When banks merge, closing overlapping branches to reap savings is a no-brainer. But what may appear on paper to be sensible, if not obvious, decisions to shutter branches can be tough to manage, bankers say. When their branch is closed, customers don't always go where the bank expects them to go. Surviving locations must be equipped to handle more consumers and small-business customers. And a host of other issues must be considered, ranging from the presence of competitors nearby to the profitability of the branch to whether a building is owned or leased.

"The physical facility issues are starting to catch up," said P. Sue Perroty, executive vice president of franchise design and delivery management at Philadelphia-based CoreStates Financial Corp., which is in the midst of closing 89 branches following its acquisition of Meridian Bancorp.

Eleven more branches are being divested to satisfy regulators. "I think that's where we're going to get smarter - and the whole industry has to get smarter - about how we make a more valuable equation to the customer to change their habits."

With mergers and acquisitions reshaping the industry, bankers face a challenging balancing act. They want to reduce the size of their expensive branch networks and simultaneously entice more customers to use electronic channels like automated teller machines, telephone banking, and personal computers. At the same time, banks are loath to alienate customers, especially profitable ones who prefer to bank in person at branches. So while many bankers foresee an era where electronic banking will be predominant, they must find ways to keep their present branch-dependent customers happy.

Ms. Perroty noted that both CoreStates and Meridian had made numerous acquisitions in recent years and some branches are "busting out at the seams."

One challenge for CoreStates and other acquisitive banks that are closing branches is accommodating the huge number of customers who pour in on days when Social Security checks and welfare checks arrive. The volume of customers could double at some branches.

To minimize lines at teller windows, CoreStates counts transaction volume at branches and tries to have more staff on hand for peak times. "We know right down to the half-hour increment, in many cases, how much volume we do at any time," said Ms. Perroty.

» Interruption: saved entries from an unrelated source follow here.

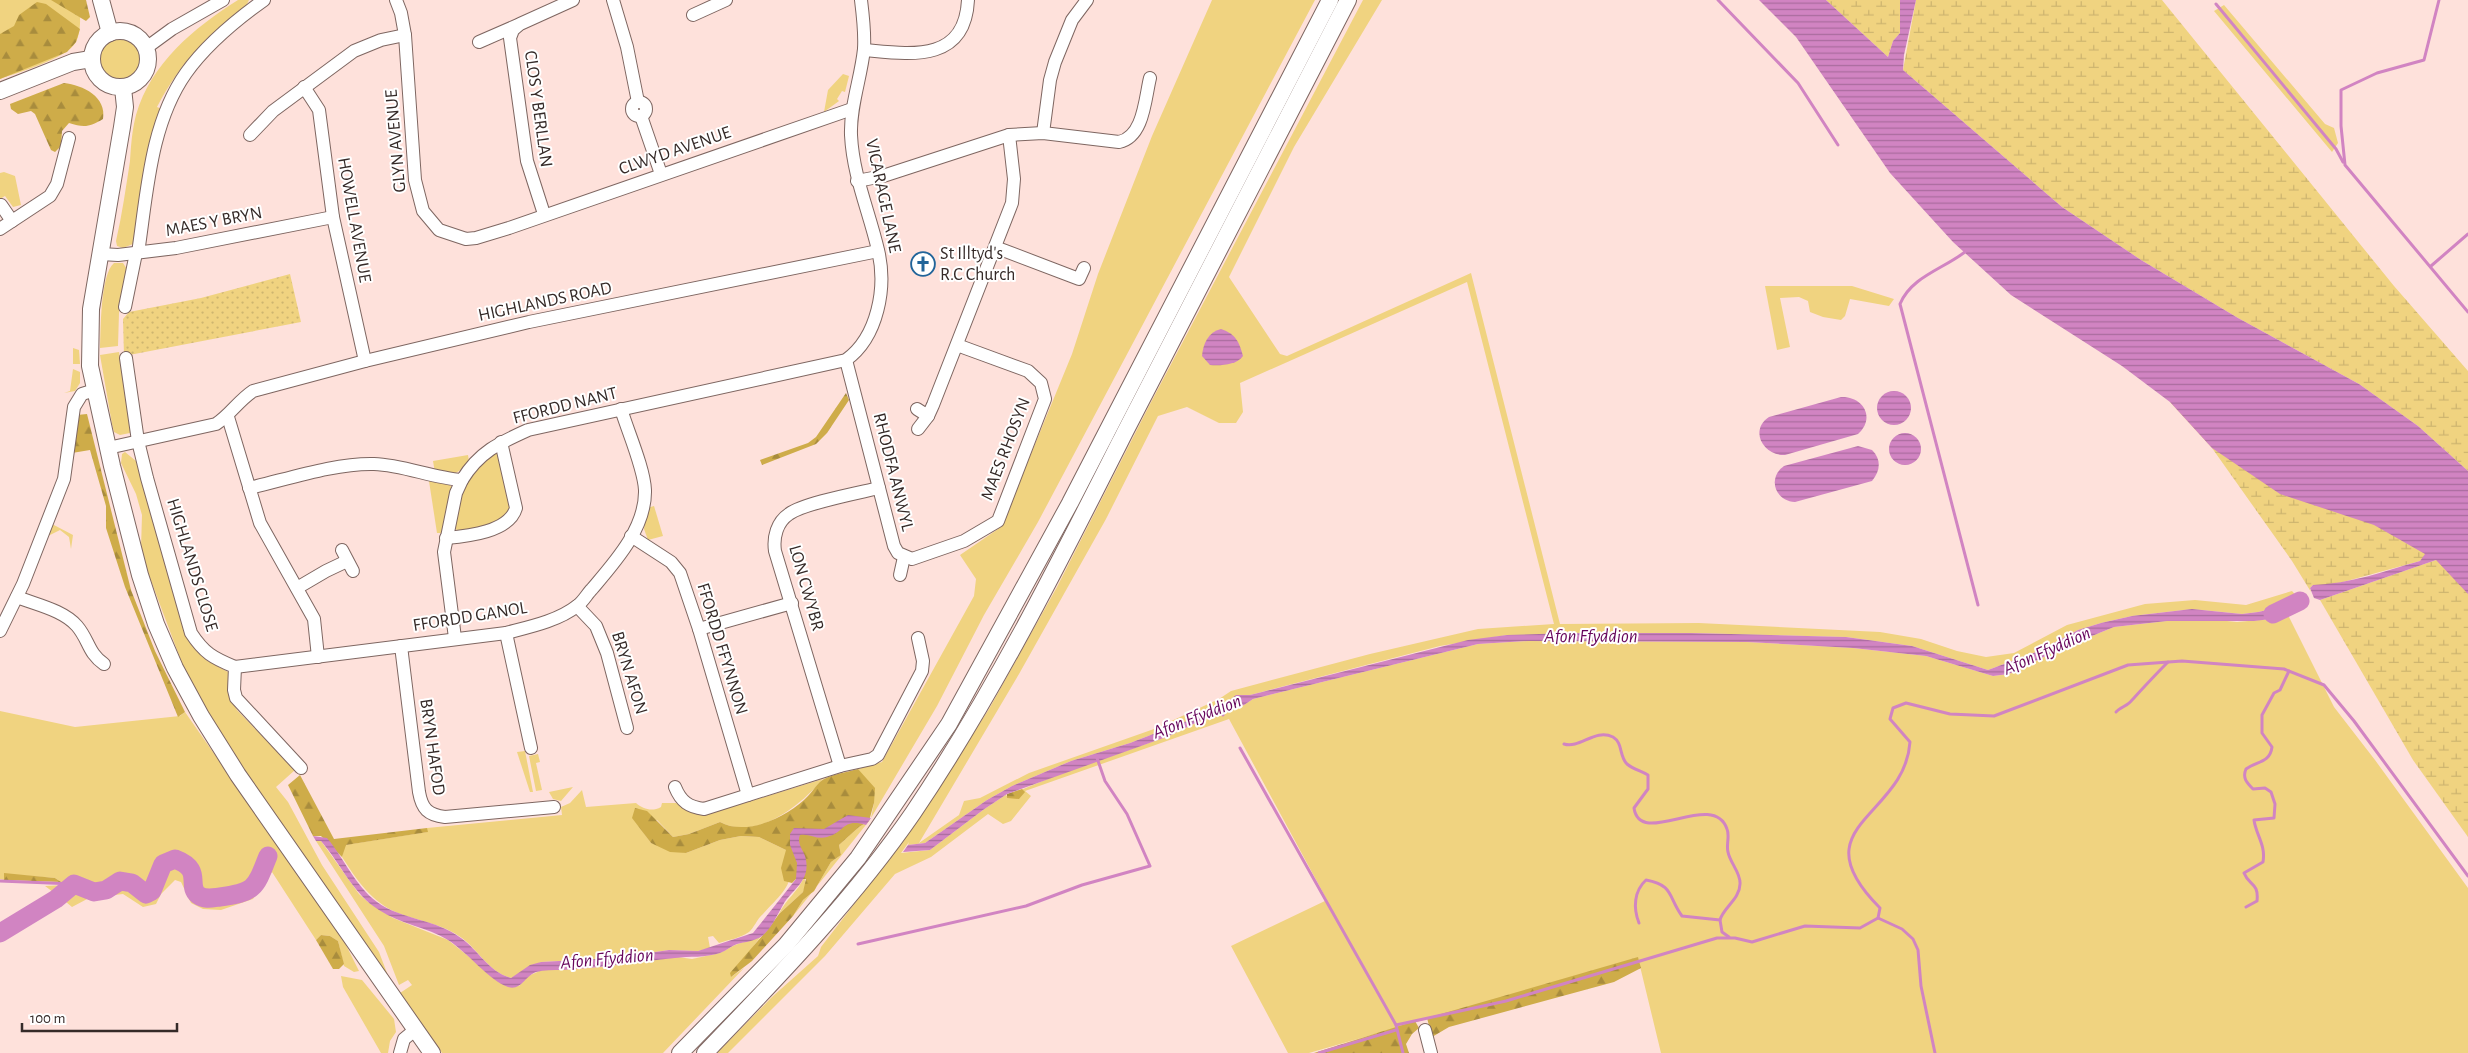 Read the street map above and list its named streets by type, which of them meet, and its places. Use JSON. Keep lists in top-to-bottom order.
{
  "streets": {
    "street": [
      "CLOS Y BERLLAN",
      "GLYN AVENUE",
      "CLWYD AVENUE",
      "VICARAGE LANE",
      "HOWELL AVENUE",
      "MAES Y BRYN",
      "HIGHLANDS ROAD",
      "FFORDD NANT",
      "MAES RHOSYN",
      "RHODFA ANWYL",
      "HIGHLANDS CLOSE",
      "LON CWYBR",
      "FFORDD GANOL",
      "FFORDD FFYNNON",
      "BRYN AFON",
      "BRYN HAFOD"
    ]
  },
  "crossings": [
    ["CLOS Y BERLLAN", "CLWYD AVENUE"],
    ["GLYN AVENUE", "CLWYD AVENUE"],
    ["CLWYD AVENUE", "VICARAGE LANE"],
    ["VICARAGE LANE", "HIGHLANDS ROAD"],
    ["VICARAGE LANE", "FFORDD NANT"],
    ["VICARAGE LANE", "RHODFA ANWYL"],
    ["HOWELL AVENUE", "MAES Y BRYN"],
    ["HOWELL AVENUE", "HIGHLANDS ROAD"],
    ["FFORDD NANT", "RHODFA ANWYL"],
    ["FFORDD NANT", "FFORDD GANOL"],
    ["MAES RHOSYN", "RHODFA ANWYL"],
    ["RHODFA ANWYL", "LON CWYBR"],
    ["HIGHLANDS CLOSE", "FFORDD GANOL"],
    ["FFORDD GANOL", "FFORDD FFYNNON"],
    ["FFORDD GANOL", "BRYN AFON"],
    ["FFORDD GANOL", "BRYN HAFOD"]
  ],
  "water": ["Afon Ffyddion"],
  "places": {
    "church": ["St Illtyd's R.C Church"]
  },
  "scale_bar": "100 m"
} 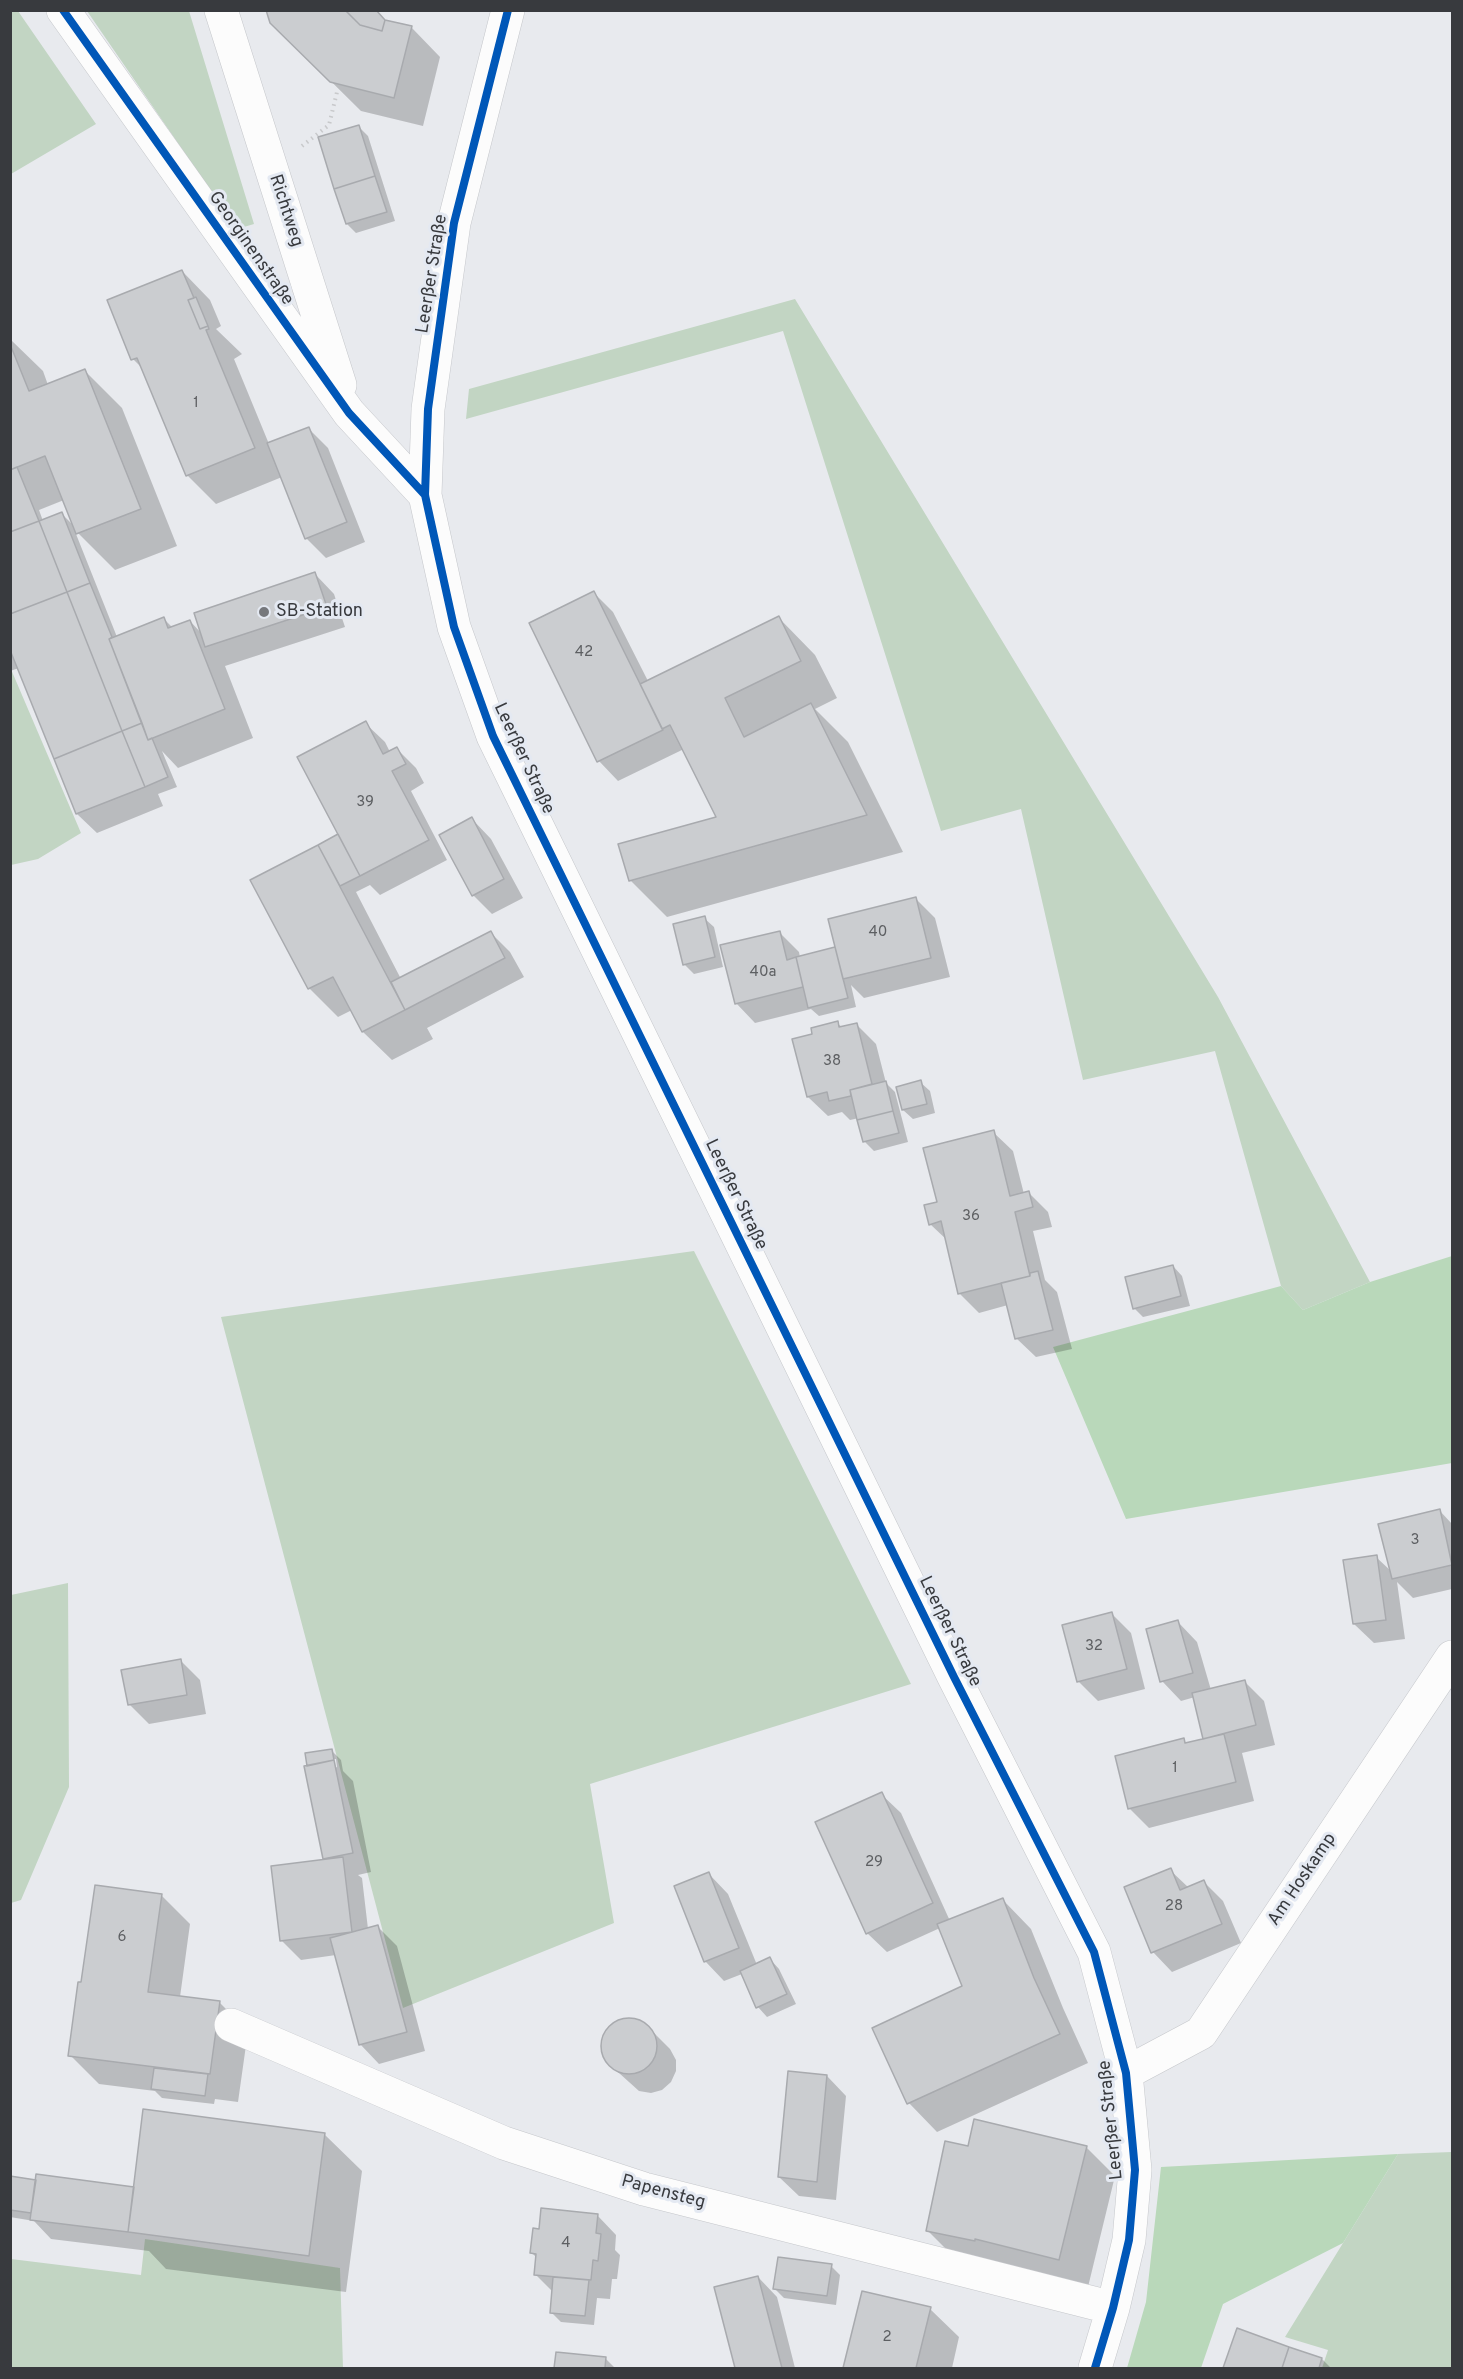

But Ms. Perroty concedes that while customers might be expected to take their business from a closed branch to the next nearest location, it doesn't always work out that way. One priority of the systems integration is to track the behavior of individual customers.

"We expect to be able to, over a normal course of business, begin to track where customers actually went to do their business," said Ms. Perroty. "And make sure that we are doing either expansions at the right branches, adding the people to the right branches, or managing the customers at the right branches."

Meanwhile, CoreStates is relying on its existing system to track capacity and predict how many customers will visit surviving offices. About 80% of the closed branches are located within three miles of the nearest remaining branch.

In some cases, handling increased volumes is relatively easy and inexpensive. CoreStates, for example, is adding ATMs, opening new drive- through windows, or reopening teller windows that had been vacant.

But some changes are more costly, and require a closer analysis. Ms. Perroty said one problem is a receiving branch that doesn't have enough safe deposit boxes. Customers who rarely use their safe deposit boxes might be given a new one at a more distant branch. And to encourage customers to stay with the bank, Ms. Perroty has toyed with the idea of offering the less convenient boxes free for a year.

One big fear is that closing a branch will drive away profitable customers. Ms. Perroty cited a 1995 First Manhattan Consulting Group study showing that many of the most profitable bank customers continue to be branch-dependent. Other studies have confirmed that it is much cheaper to retain existing customers than to acquire new ones.

So when CoreStates made decisions to close branches, it looked closely at the customer base and household profitability. In some affluent markets, two branches virtually on top of each other remained open. At the King of Prussia Mall in suburban Philadelphia, for example, there is a branch inside and another outside. "Neither facility can handle the volume of business that they both do," said Ms. Perroty.

CoreStates also kept an eye on the competition in deciding whether to close overlapping offices. "That makes a big difference," she said. "If between the two branches there is no competition, you have a pretty good shot at keeping all the customers. If you can stop at one of our competitors along the way, you may be more at risk."

More mundane factors also were weighed, such as whether the facility was owned or leased, and on what terms.

Ms. Perroty said CoreStates is now developing ideas to retain customers and encourage greater use of automated channels, but she declined to elaborate.

Thus far, CoreStates said it has been moving somewhat cautiously to avoid market disruptions. Last month, the bank said that 15 branches originally scheduled to be closed would remain open.

But Ms. Perroty also hinted that the reprieve may only be temporary. "It's either we get more business coming through the branch or we have to make a few tougher calls in the future," she said. "You can't build a church for Easter Sunday."